Fresh asparagus spears, cooked and chilled.
6 spears per person
Spinach Leaves to line the plates
1 large carrot, for ribbons
Black pepper to finish
Raspberry Vinagrette Dressing:
1 cup raspberries
2 tablespoons cider vinegar
3 tablespoons olive oil
1/2 teaspoon salt
1/2 teaspoon black pepper
1/4 cup whipping cream
Prepare The Asparagus:
Slice the woody ends off the asparagus.
(To determine where to trim, hold the asparagus with both hands and bend,
where it snaps is where you need to cut.) See Asparagus in vegetable chapter for more information
For this salad we want to slice the asparagus with a knive to keep the length uniform.
Peel the stalks with a vegetable peeler, to make it look pretty.
Wrap each portion of asparagus with a rubber band.
In lightly salted, simmering water until it is tender and turns bright green.
Do not let the water boil, it will beat up the asparagus tips, do not overcook.
We want the asparagus to retain some snap, vitamins and nutrients.
Chill the asparagus in an ice bath to stop cooking. Drain and keep chilled.
Blanch some spinach leaves, drain and arrange on a serving plate.
Thinly slice a carrot, cut the ends to form into a ribbon, poach carrot ribbons in simmering water, drain,
wrap the carrot ribbon around the asparagus bundle.

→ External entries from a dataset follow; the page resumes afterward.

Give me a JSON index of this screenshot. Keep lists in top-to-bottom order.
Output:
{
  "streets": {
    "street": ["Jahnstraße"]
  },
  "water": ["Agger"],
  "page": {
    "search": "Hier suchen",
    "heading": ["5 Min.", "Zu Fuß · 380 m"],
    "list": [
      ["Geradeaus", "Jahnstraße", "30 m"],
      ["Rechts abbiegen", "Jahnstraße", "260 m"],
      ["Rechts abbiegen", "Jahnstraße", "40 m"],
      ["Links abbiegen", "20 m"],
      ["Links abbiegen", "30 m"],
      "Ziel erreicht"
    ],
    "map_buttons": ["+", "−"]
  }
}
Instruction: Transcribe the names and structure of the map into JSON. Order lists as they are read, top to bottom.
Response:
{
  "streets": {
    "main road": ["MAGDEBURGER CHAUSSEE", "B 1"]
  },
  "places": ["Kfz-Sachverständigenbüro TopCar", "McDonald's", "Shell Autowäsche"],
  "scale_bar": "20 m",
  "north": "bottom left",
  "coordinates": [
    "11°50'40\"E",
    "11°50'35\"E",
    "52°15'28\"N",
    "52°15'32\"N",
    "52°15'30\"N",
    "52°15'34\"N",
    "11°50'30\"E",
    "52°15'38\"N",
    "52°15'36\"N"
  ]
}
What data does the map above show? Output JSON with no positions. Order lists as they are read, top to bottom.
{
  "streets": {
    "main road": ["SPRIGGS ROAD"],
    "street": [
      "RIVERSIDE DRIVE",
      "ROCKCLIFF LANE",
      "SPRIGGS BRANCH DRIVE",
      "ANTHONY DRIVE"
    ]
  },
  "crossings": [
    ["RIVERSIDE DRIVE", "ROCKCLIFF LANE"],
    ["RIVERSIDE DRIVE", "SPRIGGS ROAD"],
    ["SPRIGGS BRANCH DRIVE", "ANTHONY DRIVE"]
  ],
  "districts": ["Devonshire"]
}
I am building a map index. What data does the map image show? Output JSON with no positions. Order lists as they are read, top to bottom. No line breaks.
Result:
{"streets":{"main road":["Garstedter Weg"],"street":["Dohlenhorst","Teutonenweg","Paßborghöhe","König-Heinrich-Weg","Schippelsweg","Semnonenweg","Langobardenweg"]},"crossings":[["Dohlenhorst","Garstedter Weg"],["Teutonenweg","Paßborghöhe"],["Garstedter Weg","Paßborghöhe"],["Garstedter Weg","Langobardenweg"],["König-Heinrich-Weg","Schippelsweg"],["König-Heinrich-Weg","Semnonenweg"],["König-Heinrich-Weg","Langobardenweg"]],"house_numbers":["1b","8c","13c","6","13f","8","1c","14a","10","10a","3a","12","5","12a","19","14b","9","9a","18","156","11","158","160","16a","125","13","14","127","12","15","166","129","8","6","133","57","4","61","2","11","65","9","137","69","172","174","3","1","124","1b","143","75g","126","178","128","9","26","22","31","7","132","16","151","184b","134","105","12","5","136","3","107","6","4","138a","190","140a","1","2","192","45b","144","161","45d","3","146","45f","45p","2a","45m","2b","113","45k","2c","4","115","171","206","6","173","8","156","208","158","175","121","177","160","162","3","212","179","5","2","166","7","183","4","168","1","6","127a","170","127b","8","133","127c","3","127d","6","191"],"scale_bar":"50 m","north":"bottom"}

Place the wrapped asparagus atop the spinach, wrap the plate w/ plastic wrap
and reserve in fridge until service.
Prepare the raspberry vinagrette:
Placing raspberries, cider vinegar, olive oil, salt and pepper in a food processor, blend until smooth.
With motor running, slowly add the cream until it becomes a gorgeous pink color,
allow to blend for a minute to whip air into the dressing.
Drape with raspberry vinagrette dressing over the asparagus in a decorative manner.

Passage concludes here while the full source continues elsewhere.